[Collected data]
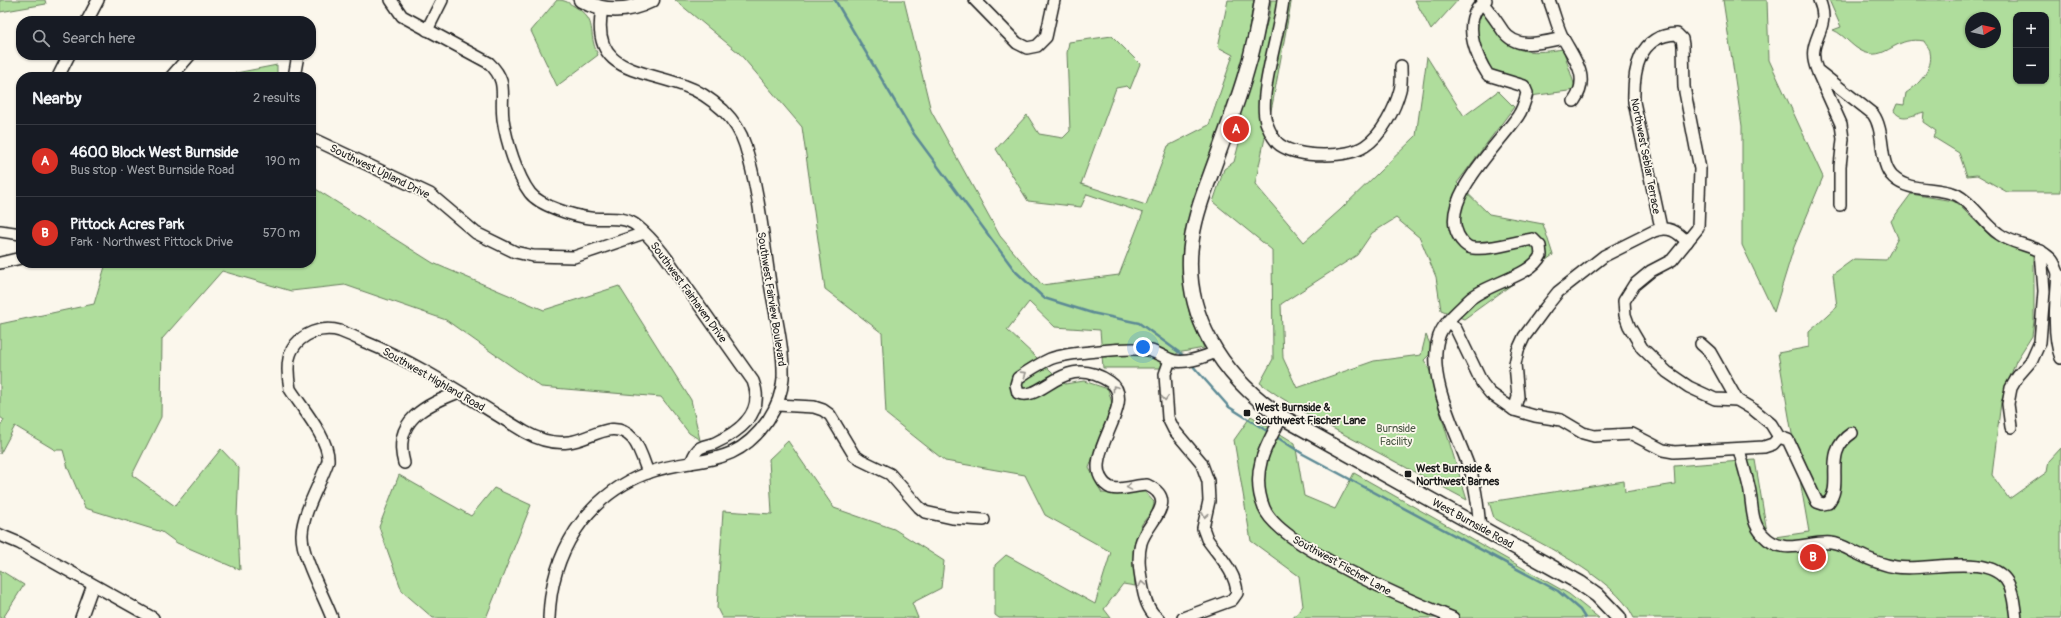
<!DOCTYPE html>
<meta charset="utf-8">
<style>
body{margin:0;font-family:Pangolin,sans-serif;background:#242831;color:#f1f3f6}
.controls{position:absolute;right:12px;top:12px;display:grid;overflow:hidden;border-radius:8px;box-shadow:0 1px 3px #0004}
.controls button{width:36px;height:36px;display:grid;place-items:center;padding:0;border:0;border-bottom:1px solid #363941;background:#171b24;color:#f1f3f6;font:20px sans-serif}
.compass{position:absolute;left:1965px;top:12px;width:36px;height:36px;border-radius:50%;background:#171b24;box-shadow:0 1px 3px #0004;rotate:81deg}
.you{position:absolute;left:1143px;top:347px;width:14px;height:14px;margin:-10px;border:3px solid #fff;border-radius:50%;background:#1a73e8;box-shadow:0 0 0 6px #1a73e833}
.badge{display:grid;place-items:center;width:26px;height:26px;border-radius:50%;background:#d93025;color:#fff;font-size:13px;font-weight:700}
.pin{position:absolute;translate:-50% -50%;border:2px solid #fff;box-shadow:0 1px 4px #0006}
.list{margin:0;padding:0;list-style:none}
h2{display:flex;justify-content:space-between;align-items:center;height:52px;margin:0;padding:0 16px;font-size:17px}
h2 small{font-size:13px;font-weight:400;color:#9ea1a6}
.list li{display:grid;grid-template-columns:26px 1fr auto;gap:12px;align-items:center;box-sizing:border-box;height:72px;padding:0 16px;border-top:1px solid #363941}
.list b{display:block;font-size:15px;white-space:nowrap}
.list p{margin:0;font-size:13px;white-space:nowrap;color:#9ea1a6}
.list em{font-size:13px;font-style:normal;color:#9ea1a6}
.icon{flex:none;width:22px;height:22px;fill:none;stroke:currentColor;stroke-width:2;stroke-linecap:round;stroke-linejoin:round}
.map{position:relative;flex:none;width:2061px;height:618px;overflow:hidden}
.search{position:absolute;background:#171b24;box-shadow:0 1px 3px #0004;left:16px;top:16px;width:300px;height:44px;display:flex;align-items:center;gap:10px;box-sizing:border-box;padding:0 14px;border-radius:16px;color:#9ea1a6;font-size:15px}
.panel{position:absolute;background:#171b24;box-shadow:0 1px 3px #0004;left:16px;top:72px;width:300px;height:196px;border-radius:16px}
.map>svg:first-child{display:block}
.green{fill:#afdd9c;stroke:#667c5c;fill-rule:evenodd}
.lines{fill:none;stroke-linecap:round;stroke-linejoin:round}
.stream{stroke:#5c8a95;stroke-width:2.5}
.minor-casing{stroke:#1c1c1c;stroke-width:14}
.major-casing{stroke:#1c1c1c;stroke-width:17}
.minor{stroke:#fbf7ec;stroke-width:11}
.major{stroke:#fbf7ec;stroke-width:14}
.oneway{stroke:#97948e}
.poi-dot{fill:#1c1c1c;stroke:#fbf7ec;stroke-width:1.5}
.labels{text-anchor:middle;stroke-width:3.5;stroke-linejoin:round;paint-order:stroke}
.street-label{font-size:11px;fill:#1c1c1c;stroke:#fbf7ec}
.poi-label{font-size:11px;font-weight:bold;fill:#1c1c1c;stroke:#fbf7ec;text-anchor:start}
.park-label{font-size:11px;fill:#485642;stroke:#fbf7ec}
</style>
<div class="map">
<svg width="2061" height="618" viewBox="0 0 2061 618">
<rect width="100%" height="100%" fill="#fbf7ec"/>
<filter id="ink" filterUnits="userSpaceOnUse"><feTurbulence type="fractalNoise" baseFrequency=".025" numOctaves="2"/><feDisplacementMap in="SourceGraphic" scale="8" xChannelSelector="R" yChannelSelector="G"/><feConvolveMatrix kernelMatrix="1 2 1 2 8 2 1 2 1" color-interpolation-filters="sRGB"/></filter>
<g filter="url(#ink)">
<g class="green">
<path d="M0,0H45L46,4L0,12Z"/>
<path d="M557,0C565,0 567,2 574,6C600,22 586,31 598,55L557,86L531,31Z"/>
<path d="M675,0H904L931,111L1000,236L1042,285L1119,275L1143,213L1087,194L1081,207L1028,201L996,149L1027,115L1039,134L1063,138L1070,131L1067,53L1069,42L1112,36L1140,64L1130,89L1127,86L1116,88L1081,184L1146,205L1168,146L1209,125L1233,55L1218,47L1228,0H1254L1244,57L1191,213L1182,273L1190,316L1204,348L1177,353L1175,368H1103L1100,330L1055,327L1029,302L1007,330L1065,384L1084,381L1108,389L1112,403L1089,468L1102,493L1121,494L1144,491L1154,502C1152,518 1147,514 1141,526C1132,545 1134,565 1135,586L1123,584L1104,609L1111,618H999L995,615V565L1006,555L1095,604L1111,552L1045,515L1025,475L945,461L886,414L882,333L825,289L802,127L739,53Z"/>
<path d="M1271,0H1291V3L1273,101L1255,184L1304,242L1340,210L1416,136L1427,57L1464,116L1498,91L1514,107L1457,183L1489,214L1543,224L1553,255L1464,319L1441,310L1436,277L1420,238L1396,218L1372,233L1357,255L1281,304L1283,358L1297,388L1374,361L1421,355L1426,335L1433,351L1424,360L1435,380L1434,392L1467,500L1319,421L1280,397L1260,383L1273,359L1272,250L1213,202L1224,169L1234,162L1242,132L1239,119L1269,16Z"/>
<path d="M1415,0H1458L1431,30Z"/>
<path d="M1723,0H1767L1769,60L1823,177L1794,247L1774,312L1742,245V126Z"/>
<path d="M1829,0H2061V192H2007L1977,175L1967,176L1959,153L1933,137L1936,131L1923,122L1924,112C1912,115 1902,122 1894,111L1897,104L1904,105L1906,93C1918,85 1934,69 1930,52C1930,48 1925,44 1924,41C1897,36 1889,56 1871,54C1854,52 1846,35 1833,30L1841,27ZM2016,15H2046V81H2016ZM1971,18H1995V42H1971Z"/>
<path d="M1480,7C1487,14 1490,22 1495,30C1511,56 1537,53 1563,49L1576,90L1530,96L1527,82L1523,79L1493,73L1483,62L1476,27Z"/>
<path d="M277,65V77H228L231,74Z"/>
<path d="M311,186L433,263L544,310L619,286L691,400L700,440L689,433L661,397L541,387L446,320L345,285L291,291L222,271L162,339L161,417L132,475L175,506L221,449L239,468L237,516L240,570L177,543L162,532L85,508L68,468L63,450H55L15,426L0,454V427L4,420L0,417V324L94,304L106,263H311Z"/>
<path d="M1911,194L1953,201L1959,205L1991,237L2034,255V321L2032,336L2016,361L2001,402L1992,475L2009,499L2047,472L2049,461L2061,448V618H1634C1616,577 1533,540 1494,518L1489,502L1624,481L1625,492L1675,484L1674,466L1755,460L1768,538L1809,532L1778,353L1809,347V332L1837,307L1833,274L1854,259L1886,260L1898,238L1891,221Z"/>
<path d="M1251,416L1295,443L1304,496L1335,509L1354,473L1569,594L1599,618H1293L1303,606L1299,576L1251,541L1234,440Z"/>
<path d="M788,441L834,508L894,529L944,561L941,588L912,603L918,618H722L717,608L723,511L772,514L769,459Z"/>
<path d="M399,475L471,516L494,488L531,505L486,618H433L402,591L379,527Z"/>
<path d="M0,570L24,585L3,618H0Z"/>
</g>
<g class="lines">
<g class="stream">
<path d="M835,0L914,134L1015,271L1044,298L1092,313L1139,323L1184,356"/>
<path d="M1192,365L1229,407L1267,431"/>
<path d="M1275,436L1303,454L1558,591L1580,610L1585,618"/>
</g>
<defs>
<g id="minor">
<path d="M391,0L402,16L489,63C509,82 500,94 503,119C506,140 517,176 530,193C540,206 574,216 590,218C606,220 624,215 637,226C659,244 674,269 690,292C711,322 732,351 753,381C765,412 741,431 715,443C711,445 705,445 700,448C695,451 693,458 691,463"/>
<path d="M975,0L1017,43L1027,48L1037,46L1046,37L1054,0"/>
<path d="M1283,0C1280,31 1258,95 1266,122C1269,130 1273,140 1280,145C1299,158 1347,158 1365,146C1382,135 1395,109 1400,90C1402,83 1401,74 1401,66"/>
<path d="M1549,0C1554,12 1557,27 1563,38C1574,59 1591,77 1574,101"/>
<path d="M1819,0C1833,31 1804,39 1817,70L1873,114C1886,132 1878,163 1893,177C1909,193 1937,186 1957,195C1974,204 1983,223 1999,234C2015,246 2036,244 2051,259C2056,264 2056,272 2061,277"/>
<path d="M1482,3C1491,12 1496,21 1503,31C1517,51 1543,42 1563,38"/>
<path d="M87,21L98,0"/>
<path d="M427,30L442,0"/>
<path d="M1818,73L1841,124L1843,139L1840,166V205"/>
<path d="M58,77L69,55"/>
<path d="M171,77L190,55"/>
<path d="M294,77L298,55"/>
<path d="M311,138L430,194L476,233L515,252L533,256L574,257L644,233"/>
<path d="M1661,228L1634,102C1633,71 1638,35 1677,34L1682,39L1683,45L1684,87L1700,169L1698,228L1672,260L1651,271L1634,285L1624,301L1625,315L1629,326L1642,348L1667,372L1689,387L1715,399L1737,400L1754,410L1771,424L1779,437"/>
<path d="M0,231L21,234"/>
<path d="M0,263L21,258"/>
<path d="M2058,274C2056,298 2052,335 2061,358"/>
<path d="M1449,321L1456,329L1482,383L1490,393L1514,410L1535,416L1561,420L1583,433L1594,436L1632,434L1663,450L1674,452L1764,447L1773,444L1779,437"/>
<path d="M1701,344L1710,352L1737,400"/>
<path d="M1170,360L1165,374L1168,418L1174,430L1201,462L1208,481L1209,501L1203,528L1207,539C1219,556 1236,572 1237,593L1232,600L1183,618"/>
<path d="M777,405L814,407L823,410L830,415L854,455L861,460L890,474L919,507L925,512L952,518L984,520"/>
<path d="M1514,410L1518,397L1515,364L1518,350L1524,337L1546,307L1558,292L1604,256L1654,231C1669,226 1677,231 1687,242"/>
<path d="M1282,417C1265,446 1250,473 1264,508C1279,546 1413,602 1453,618"/>
<path d="M2011,427L2008,404L2011,388L2018,376L2032,360L2040,342L2044,291L2041,251"/>
<path d="M1779,437L1788,440L1817,502L1823,504L1828,503C1845,484 1821,453 1852,433"/>
<path d="M1739,449C1742,462 1746,474 1749,487C1753,504 1750,522 1763,535C1783,557 1806,541 1831,543C1841,544 1848,549 1856,553C1868,559 1883,565 1896,567C1926,572 1990,551 2008,583C2014,593 2014,606 2016,618"/>
<path d="M404,463C392,420 426,405 459,392"/>
<path d="M1480,527C1478,510 1477,493 1472,476C1459,435 1425,379 1439,336C1444,322 1458,311 1468,301C1486,283 1531,277 1541,255L1540,246L1533,239C1514,242 1492,250 1473,248C1467,248 1461,241 1458,235C1439,199 1500,143 1518,116C1523,109 1525,101 1527,93L1524,86L1488,75C1477,58 1464,28 1477,9C1479,6 1483,3 1486,0"/>
<path d="M0,535L19,543L153,618"/>
<path d="M81,618L93,585"/>
<path d="M332,618C324,596 301,556 302,534C303,511 321,483 328,461C330,440 302,408 290,389C288,378 286,361 292,350C301,333 322,326 340,331C348,334 357,338 365,342C422,365 473,401 525,432C539,440 553,444 569,442C590,440 614,417 633,439C640,448 644,462 648,473"/>
<path d="M549,618C551,554 585,497 647,473C696,455 733,471 768,420C776,408 782,393 783,378C784,347 775,314 770,283C763,238 759,190 745,145C741,132 733,120 723,110C712,100 700,91 685,86C641,69 590,73 602,9"/>
<path d="M1158,618C1149,612 1145,600 1143,589C1140,573 1137,559 1141,543C1146,523 1181,501 1147,485C1136,485 1122,491 1111,488C1107,486 1104,484 1102,480C1083,454 1139,401 1110,382C1063,351 1043,403 1018,393L1016,385L1018,378C1028,371 1039,364 1050,359C1064,353 1130,347 1147,350C1155,351 1161,356 1169,359C1182,366 1204,357 1216,352"/>
</g>
<g id="major">
<path d="M581,0C604,13 628,12 652,0"/>
<path d="M1262,0C1255,55 1235,108 1216,160C1207,185 1196,211 1192,238C1180,313 1222,377 1282,417L1580,583L1597,595L1619,618"/>
</g>
</defs>
<use href="#minor" class="minor-casing"/>
<use href="#major" class="major-casing"/>
<use href="#minor" class="minor"/>
<use href="#major" class="major"/>
</g>
<defs><path id="oneway-chevron" d="M-2-3.5L2.5 0L-2 3.5" fill="none" stroke-width="1.6" stroke-linecap="round" stroke-linejoin="round"/></defs>
<g class="oneway">
<use href="#oneway-chevron" transform="translate(1024 374) rotate(-33)"/>
<use href="#oneway-chevron" transform="translate(1115 388) rotate(-128)"/>
<use href="#oneway-chevron" transform="translate(1165 398) rotate(86)"/>
<use href="#oneway-chevron" transform="translate(1129 487) rotate(170)"/>
<use href="#oneway-chevron" transform="translate(1205 515) rotate(100)"/>
<use href="#oneway-chevron" transform="translate(1142 584) rotate(-101)"/>
</g>
</g>
<g class="poi-dot">
<rect x="1243" y="409" width="8" height="8" rx="2"/>
<rect x="1404" y="470" width="8" height="8" rx="2"/>
</g>
<g class="labels">
<g class="street-label">
<text transform="translate(1646 156) rotate(79)" y="4">Northwest Seblar Terrace</text>
<text transform="translate(380 171) rotate(26)" y="4">Southwest Upland Drive</text>
<text transform="translate(689 292) rotate(54)" y="4">Southwest Fairhaven Drive</text>
<text transform="translate(772 299) rotate(81)" y="4">Southwest Fairview Boulevard</text>
<text transform="translate(434 379) rotate(30)" y="4">Southwest Highland Road</text>
<text transform="translate(1473 523) rotate(29)" y="4">West Burnside Road</text>
<text transform="translate(1342 565) rotate(29)" y="4">Southwest Fischer Lane</text>
</g>
<g class="poi-label">
<text x="1255" y="411">West Burnside &amp;<tspan x="1255" dy="13">Southwest Fischer Lane</tspan></text>
<text x="1416" y="472">West Burnside &amp;<tspan x="1416" dy="13">Northwest Barnes</tspan></text>
</g>
<g class="park-label">
<text x="1396" y="432">Burnside<tspan x="1396" dy="13">Facility</tspan></text>
</g>
</g>
</svg>
<div class="controls">
<button>+</button>
<button>−</button>
</div>
<svg class="compass" viewBox="-18 -18 36 36"><path d="M0-13l5 13h-10z" fill="#e53935"/><path d="M0 13l5-13h-10z" fill="#9ea1a6"/></svg>
<div class="you"></div>
<div class="pin badge" style="left:1236px;top:129px">A</div>
<div class="pin badge" style="left:1813px;top:557px">B</div>
<div class="search"><svg class="icon" aria-label="search" viewBox="0 0 24 24"><circle cx="10" cy="10" r="6"/><path d="M15 15l6 6"/></svg>Search here</div>
<section class="panel">
<h2>Nearby<small>2 results</small></h2>
<ul class="list">
<li><span class="badge">A</span><div><b>4600 Block West Burnside</b><p>Bus stop · West Burnside Road</p></div><em>190 m</em></li>
<li><span class="badge">B</span><div><b>Pittock Acres Park</b><p>Park · Northwest Pittock Drive</p></div><em>570 m</em></li>
</ul>
</section>
</div>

◆ The task:
Say how many lines of the records include the word "tspan", and give nothing but the number.

◆ Task response:
3